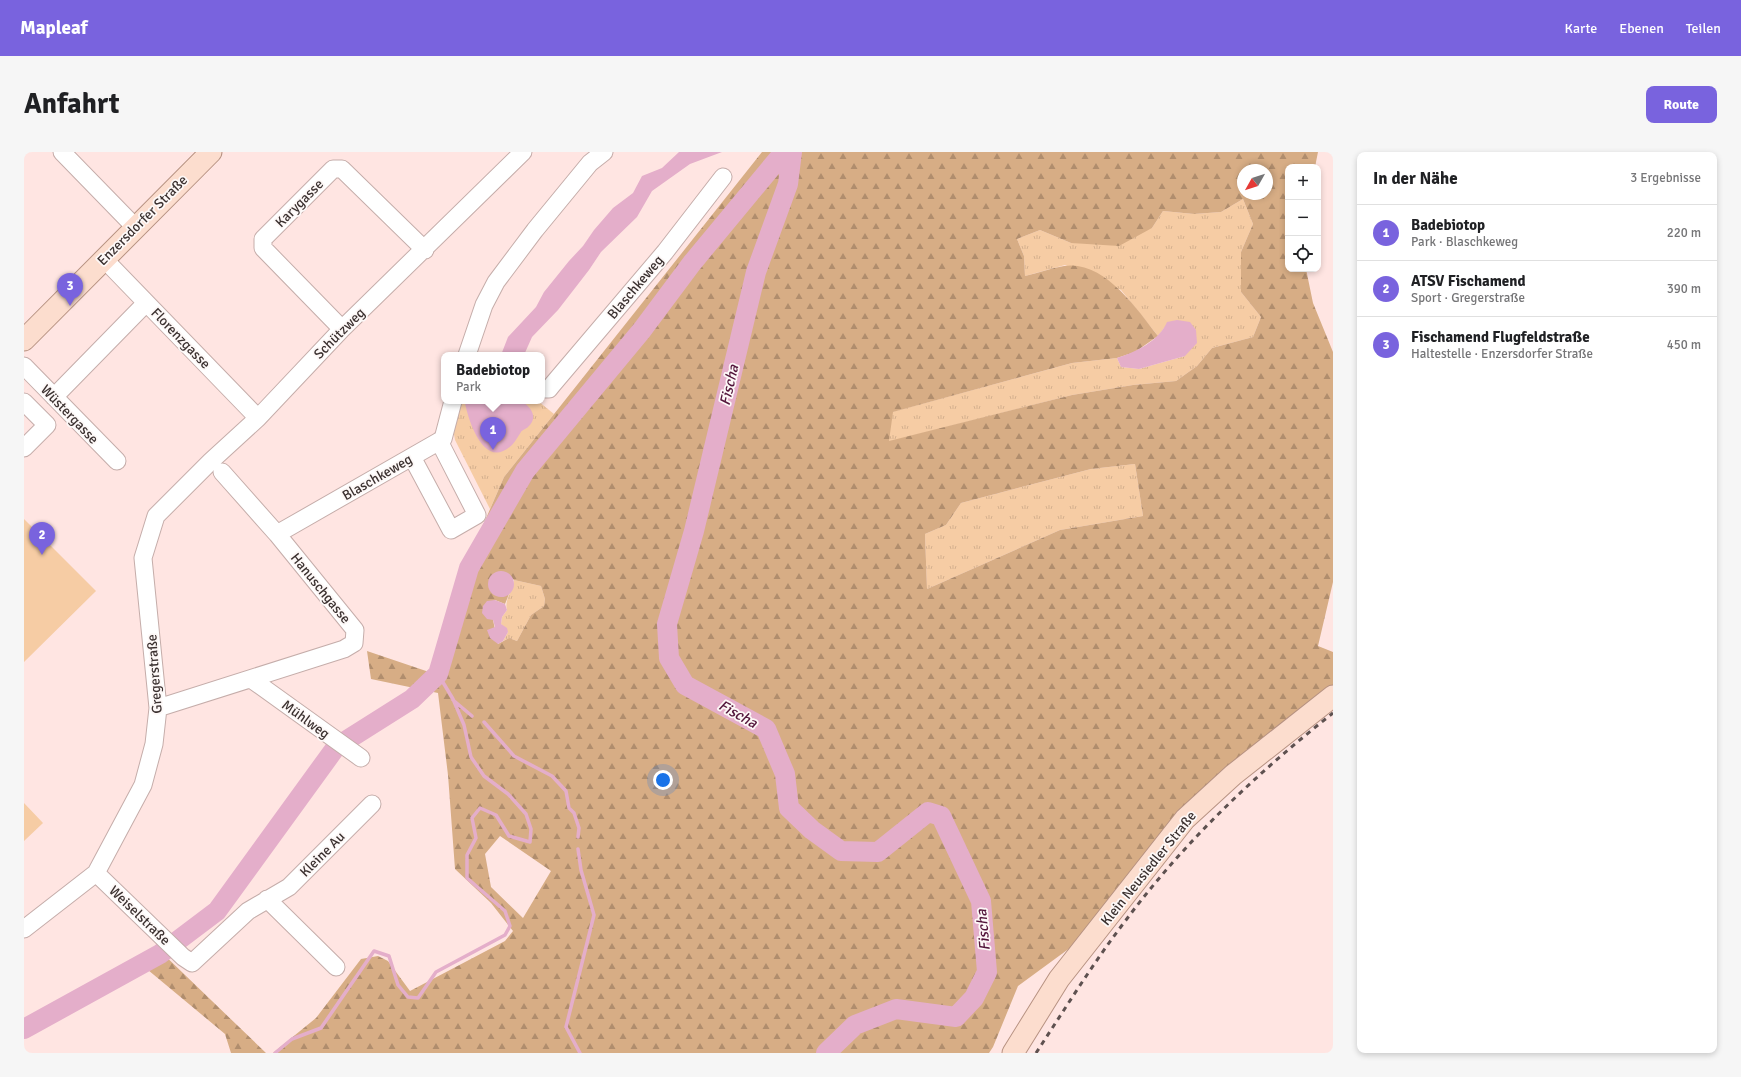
<!DOCTYPE html>
<html lang="de">
<head>
<meta charset="utf-8">
<style>
	:root { --surface:#fff; --page:#f6f6f6; --text:#202124; --muted:#757577; --line:#e0e0e0; --accent:#7963de }
	body { margin:0; font-family:Signika,sans-serif; background:var(--page); color:var(--text) }
	.controls { position:absolute; right:12px; top:12px; display:grid; overflow:hidden; border-radius:8px; box-shadow:0 2px 6px #0003 }
	.controls button { width:36px; height:36px; display:grid; place-items:center; padding:0; border:0; border-bottom:1px solid var(--line); background:var(--surface); color:var(--text); font:20px sans-serif }
	.compass { position:absolute; left:1213px; top:12px; width:36px; height:36px; border-radius:50%; background:var(--surface); box-shadow:0 2px 6px #0003; rotate:231deg }
	.you { position:absolute; left:639px; top:628px; width:14px; height:14px; margin:-10px; border:3px solid #fff; border-radius:50%; background:#1a73e8; box-shadow:0 0 0 6px #1a73e833 }
	.badge { display:grid; place-items:center; width:26px; height:26px; border-radius:50%; background:var(--accent); color:#fff; font-size:13px; font-weight:700 }
	.pin { position:absolute; translate:-50% -33px; filter:drop-shadow(0 1px 2px #0008) }
	.pin::after { content:''; position:absolute; top:21px; width:14px; height:12px; background:inherit; clip-path:polygon(0 0,100% 0,50% 100%) }
	.popup { position:absolute; left:417px; top:200px; width:104px; height:52px; box-sizing:border-box; display:grid; place-content:center; border-radius:8px; background:var(--surface); filter:drop-shadow(0 1px 3px #0005); font-size:13px; white-space:nowrap; color:var(--muted) }
	.popup b { font-size:15px; color:var(--text) }
	.popup::after { content:''; position:absolute; left:50%; top:100%; margin-left:-8px; border:8px solid transparent; border-top-color:var(--surface) }
	.list { margin:0; padding:0; list-style:none }
	h2 { display:flex; justify-content:space-between; align-items:center; height:52px; margin:0; padding:0 16px; font-size:17px }
	h2 small { font-size:13px; font-weight:400; color:var(--muted) }
	.list li { display:grid; grid-template-columns:26px 1fr auto; gap:12px; align-items:center; box-sizing:border-box; height:56px; padding:0 16px; border-top:1px solid var(--line) }
	.list b { display:block; font-size:15px; white-space:nowrap }
	.list p { margin:0; font-size:13px; white-space:nowrap; color:var(--muted) }
	.list em { font-size:13px; font-style:normal; color:var(--muted) }
	.icon { flex:none; width:22px; height:22px; fill:none; stroke:currentColor; stroke-width:2; stroke-linecap:round; stroke-linejoin:round }
	.map { position:relative; flex:none; width:1309px; height:901px; overflow:hidden; border-radius:8px }
	header { display:flex; align-items:center; gap:24px; box-sizing:border-box; height:56px; padding:0 20px; background:var(--accent); color:#fff }
	header strong { font-size:19px }
	nav { display:flex; gap:22px; margin-inline-start:auto; font-size:14px }
	.intro { display:flex; align-items:center; justify-content:space-between; box-sizing:border-box; height:96px; padding:0 24px }
	h1 { margin:0; font-size:28px }
	.button { padding:10px 18px; border-radius:8px; background:var(--accent); color:#fff; font-size:14px; font-weight:700 }
	main { display:flex; gap:24px; padding:0 24px }
	aside { flex:1; background:var(--surface); border-radius:8px; box-shadow:0 2px 6px #0003 }
	.map>svg:first-child { display:block }
	.grass { fill:url(#grass-tufts) }
	.forest { fill:url(#forest-firs); fill-rule:evenodd }
	.pitch { fill:#f6cca4 }
	.water { fill:#e4aeca }
	.lines { fill:none; stroke-linecap:round; stroke-linejoin:round }
	.stream { stroke:#e4aeca; stroke-width:3.5 }
	.river { stroke:#e4aeca; stroke-width:20 }
	.minor-casing { stroke:#c5adaa; stroke-width:19 }
	.major-casing { stroke:#b79282; stroke-width:23 }
	.minor { stroke:#fff; stroke-width:17 }
	.major { stroke:#fcddce; stroke-width:21 }
	.rail { stroke:#5e5150; stroke-width:3; stroke-dasharray:5 5; stroke-linecap:butt }
	.labels { text-anchor:middle; stroke-width:3.5; stroke-linejoin:round; paint-order:stroke }
	.street-label { font-size:14px; fill:#3b3130; stroke:#fdf8f7 }
	.water-label { font-size:15px; font-style:italic; fill:#53153b; stroke:#fdf8f7 }
</style>
</head>
<body>
<header>
<strong>Mapleaf</strong>
<nav><a>Karte</a><a>Ebenen</a><a>Teilen</a></nav>
</header>
<div class="intro"><h1>Anfahrt</h1><a class="button">Route</a></div>
<main>
<div class="map">
<svg width="1309" height="901" viewBox="0 0 1309 901">
	<defs>
		<pattern id="grass-tufts" width="24" height="20" patternUnits="userSpaceOnUse"><rect width="24" height="20" fill="#f6cca4"/><path d="M3 7l-1-3M5 7V3M7 7l1-3M15 17l-1-3M17 17v-4M19 17l1-3" fill="none" stroke="#d4b08e"/></pattern>
		<pattern id="forest-firs" width="22" height="20" patternUnits="userSpaceOnUse"><rect width="22" height="20" fill="#d7ad85"/><path d="M5 1l3.5 6h-7zM16 11l3.5 6h-7z" fill="#b08d6d"/></pattern>
	</defs>
	<rect width="100%" height="100%" fill="#ffe5e2"/>
	<path class="grass" d="M 1219,47 L 1229,72 L 1217,100 L 1217,140 L 1237,165 L 1229,185 L 1188,196 L 1173,214 L 1152,229 L 1109,233 L 1048,243 L 864,290 L 868,260 L 1048,211 L 1093,206 L 1097,215 L 1115,217 L 1161,204 L 1141,175 L 1134,184 L 1097,138 L 1041,113 L 1001,124 L 1000,104 L 993,87 L 1016,78 L 1047,91 L 1128,76 L 1139,59 L 1170,62 L 1197,60 Z
		M 433,249 L 514,249 L 530,262 L 480,325 L 466,357 L 431,288 L 428,271 Z
		M 1111,312 L 1119,364 L 1036,378 L 903,437 L 901,382 L 922,373 L 937,351 L 1067,317 Z
		M 490,428 L 517,434 L 521,447 L 520,454 L 507,463 L 493,489 L 485,486 L 479,489 L 484,480 L 477,472 L 478,465 L 483,458 C 480,447 489,439 490,428 Z"/>
	<path class="forest" d="M 738,0 L 1294,0 L 1291,15 L 1264,15 L 1264,117 L 1282,117 L 1289,151 L 1309,200 L 1309,430 L 1294,494 L 1309,500 L 1309,536 L 1166,649 L 1050,793 L 994,834 L 969,895 L 965,901 L 249,901 L 292,866 L 337,807 L 354,804 L 364,809 L 386,839 L 481,789 L 489,779 L 467,751 L 431,717 L 424,623 L 414,541 L 347,527 L 343,499 L 408,521 L 444,408 L 480,325 ZM 1219,18 L 1243,18 L 1243,42 L 1219,42 ZM 1219,47 L 1229,72 L 1217,100 L 1217,140 L 1237,165 L 1229,185 L 1188,196 L 1173,214 L 1152,229 L 1109,233 L 1048,243 L 865,289 L 869,260 L 1048,211 L 1093,206 L 1111,200 L 1134,184 C 1112,156 1080,108 1040,114 C 1027,116 1014,121 1001,124 L 1000,104 L 993,87 L 1016,78 L 1047,91 L 1095,94 L 1128,76 L 1139,59 L 1170,62 L 1197,60 ZM 1111,312 L 1119,364 L 1036,378 L 903,437 L 901,382 L 922,373 L 937,351 L 1067,317 ZM 475,420 L 482,421 L 490,428 L 517,434 L 521,447 L 520,454 L 507,463 L 493,489 L 485,486 L 474,492 L 469,468 L 471,448 L 481,452 L 485,442 L 477,445 ZM 476,684 L 527,719 L 499,766 L 467,735 L 461,702 Z
		M 133,796 L 242,901 L 207,901 L 201,882 L 124,818 Z"/>
	<path class="pitch" d="M 0,367 L 72,439 L 0,510 Z
		M 0,651 L 19,671 L 0,689 Z"/>
	<path class="water" d="M 655,0 L 698,0 L 666,12 L 628,39 L 613,65 L 577,100 L 565,118 L 534,158 L 508,185 L 500,203 L 477,203 L 484,185 L 512,155 L 520,140 L 545,109 L 559,94 L 570,78 L 589,56 L 609,41 L 618,24 L 638,16 Z
		M 1153,168 L 1166,170 L 1172,178 L 1173,191 L 1161,204 L 1115,217 L 1097,215 L 1093,206 C 1112,200 1135,189 1143,170 Z
		M 442,249 L 499,250 C 508,256 514,266 504,275 C 502,277 498,278 497,280 C 494,284 492,289 488,293 C 461,319 445,271 441,251 Z
		M464 432a13 13 0 1 1 26 0a13 13 0 1 1-26 0Z
		M 471,448 L 481,452 L 483,458 L 478,465 L 477,472 L 483,476 L 484,480 L 479,489 L 474,492 L 466,486 L 463,478 L 471,475 L 469,468 L 463,467 L 458,461 L 459,454 L 463,449 Z"/>
	<g class="lines">
		<path class="stream" d="M 429,548 L 448,564
			M 460,570 L 490,604 L 528,624 L 542,639 L 545,656 L 550,661 L 555,676 L 554,685
			M 554,697 L 557,718 L 570,763 L 542,875 L 556,901
			M 251,901 L 268,887 L 297,876 L 350,799 L 365,804 L 374,833 L 384,845 L 394,846 L 412,820 L 481,783 L 486,774 L 481,759 L 443,726 L 443,703 L 452,686 L 448,666 L 456,656 L 472,663 L 485,684 L 506,690 L 507,677 L 502,662 L 484,642 L 460,624 L 447,605 L 440,573 L 429,547 L 414,522"/>
		<path class="river" d="M 768,0 L 764,32 L 732,120 L 670,379 L 643,472 L 645,506 L 661,533 L 742,577 L 761,622 L 765,656 L 788,678 L 817,699 L 854,700 L 904,660 L 917,664 L 957,749 L 963,820 L 950,846 L 932,865 L 872,857 L 831,873 L 802,901
			M 0,877 L 136,802 L 193,759 L 312,595 L 388,547 L 414,522 L 445,416 L 501,319 L 618,178 L 668,111 L 760,0"/>
		<g class="minor-casing">
			<path id="minor" d="M 38,0 L 111,75
				M 80,107 L 234,266
				M 318,177 L 239,96 L 239,87 L 309,17 L 318,17 L 401,98
				M 443,203 L 460,153 L 472,130 L 511,78 L 566,11 L 580,0
				M 0,214 L 93,309
				M 518,237 L 525,237 L 529,232 L 641,100 L 699,25
				M 30,245 L 122,151
				M 0,250 L 23,273 L 0,296
				M 388,305 L 427,378 L 453,363 L 415,289
				M 253,382 L 419,287 L 429,249
				M 227,527 L 337,606
				M 134,556 L 320,497 L 330,491 L 331,478 L 253,382 L 198,320
				M 72,721 L 159,805 L 168,811 L 224,759 L 265,735 L 348,652
				M 243,747 L 312,815
				M 0,777 L 72,721 L 119,633 L 130,592 L 134,556 L 119,406 L 132,364 L 187,309 L 234,266 L 318,177 L 499,0"/>
		</g>
		<g class="major-casing">
			<path id="major" d="M 0,188 L 187,0
				M 989,901 L 1035,827 L 1161,667 L 1209,623 L 1309,544"/>
		</g>
		<use href="#minor" class="minor"/>
		<use href="#major" class="major"/>
		<path class="rail" d="M 1012,901 C 1041,857 1069,811 1102,768 C 1161,689 1232,622 1309,561"/>
	</g>
	<g class="labels">
		<g class="street-label">
			<text transform="translate(275 51) rotate(-45)" y="5">Karygasse</text>
			<text transform="translate(118 68) rotate(-45)" y="5">Enzersdorfer Straße</text>
			<text transform="translate(611 135) rotate(-50)" y="5">Blaschkeweg</text>
			<text transform="translate(315 181) rotate(-45)" y="5">Schützweg</text>
			<text transform="translate(157 186) rotate(46)" y="5">Florenzgasse</text>
			<text transform="translate(46 262) rotate(46)" y="5">Wüstergasse</text>
			<text transform="translate(353 325) rotate(-30)" y="5">Blaschkeweg</text>
			<text transform="translate(297 436) rotate(51)" y="5">Hanuschgasse</text>
			<text transform="translate(130 522) rotate(-94)" y="5">Gregerstraße</text>
			<text transform="translate(282 567) rotate(36)" y="5">Mühlweg</text>
			<text transform="translate(298 702) rotate(-45)" y="5">Kleine Au</text>
			<text transform="translate(1124 716) rotate(-51)" y="5">Klein Neusiedler Straße</text>
			<text transform="translate(116 763) rotate(44)" y="5">Weiselstraße</text>
		</g>
		<g class="water-label">
			<text transform="translate(705 233) rotate(-77)" y="5">Fischa</text>
			<text transform="translate(714 562) rotate(29)" y="5">Fischa</text>
			<text transform="translate(959 778) rotate(-95)" y="5">Fischa</text>
		</g>
	</g>
</svg>
<div class="controls">
<button>+</button>
<button>−</button>
<button><svg class="icon" aria-label="locate" viewBox="0 0 24 24"><circle cx="12" cy="12" r="6"/><path d="M12 2v4M12 18v4M2 12h4M18 12h4"/></svg></button>
</div>
<svg class="compass" viewBox="-18 -18 36 36"><path d="M0-13l5 13h-10z" fill="#e53935"/><path d="M0 13l5-13h-10z" fill="#757577"/></svg>
<div class="you"></div>
<div class="pin badge" style="left:469px;top:298px">1</div>
<div class="popup"><b>Badebiotop</b>Park</div>
<div class="pin badge" style="left:18px;top:403px">2</div>
<div class="pin badge" style="left:46px;top:154px">3</div>
</div>
<aside>
<h2>In der Nähe<small>3 Ergebnisse</small></h2>
<ul class="list">
<li><span class="badge">1</span><div><b>Badebiotop</b><p>Park · Blaschkeweg</p></div><em>220 m</em></li>
<li><span class="badge">2</span><div><b>ATSV Fischamend</b><p>Sport · Gregerstraße</p></div><em>390 m</em></li>
<li><span class="badge">3</span><div><b>Fischamend Flugfeldstraße</b><p>Haltestelle · Enzersdorfer Straße</p></div><em>450 m</em></li>
</ul>
</aside>
</main>
</body>
</html>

+ + + +

WHAT THIS TASK INVOLVES :: Find the lines of the material that contain the word "intro" and report only how many there are.

RESULT OF THIS TASK :: 2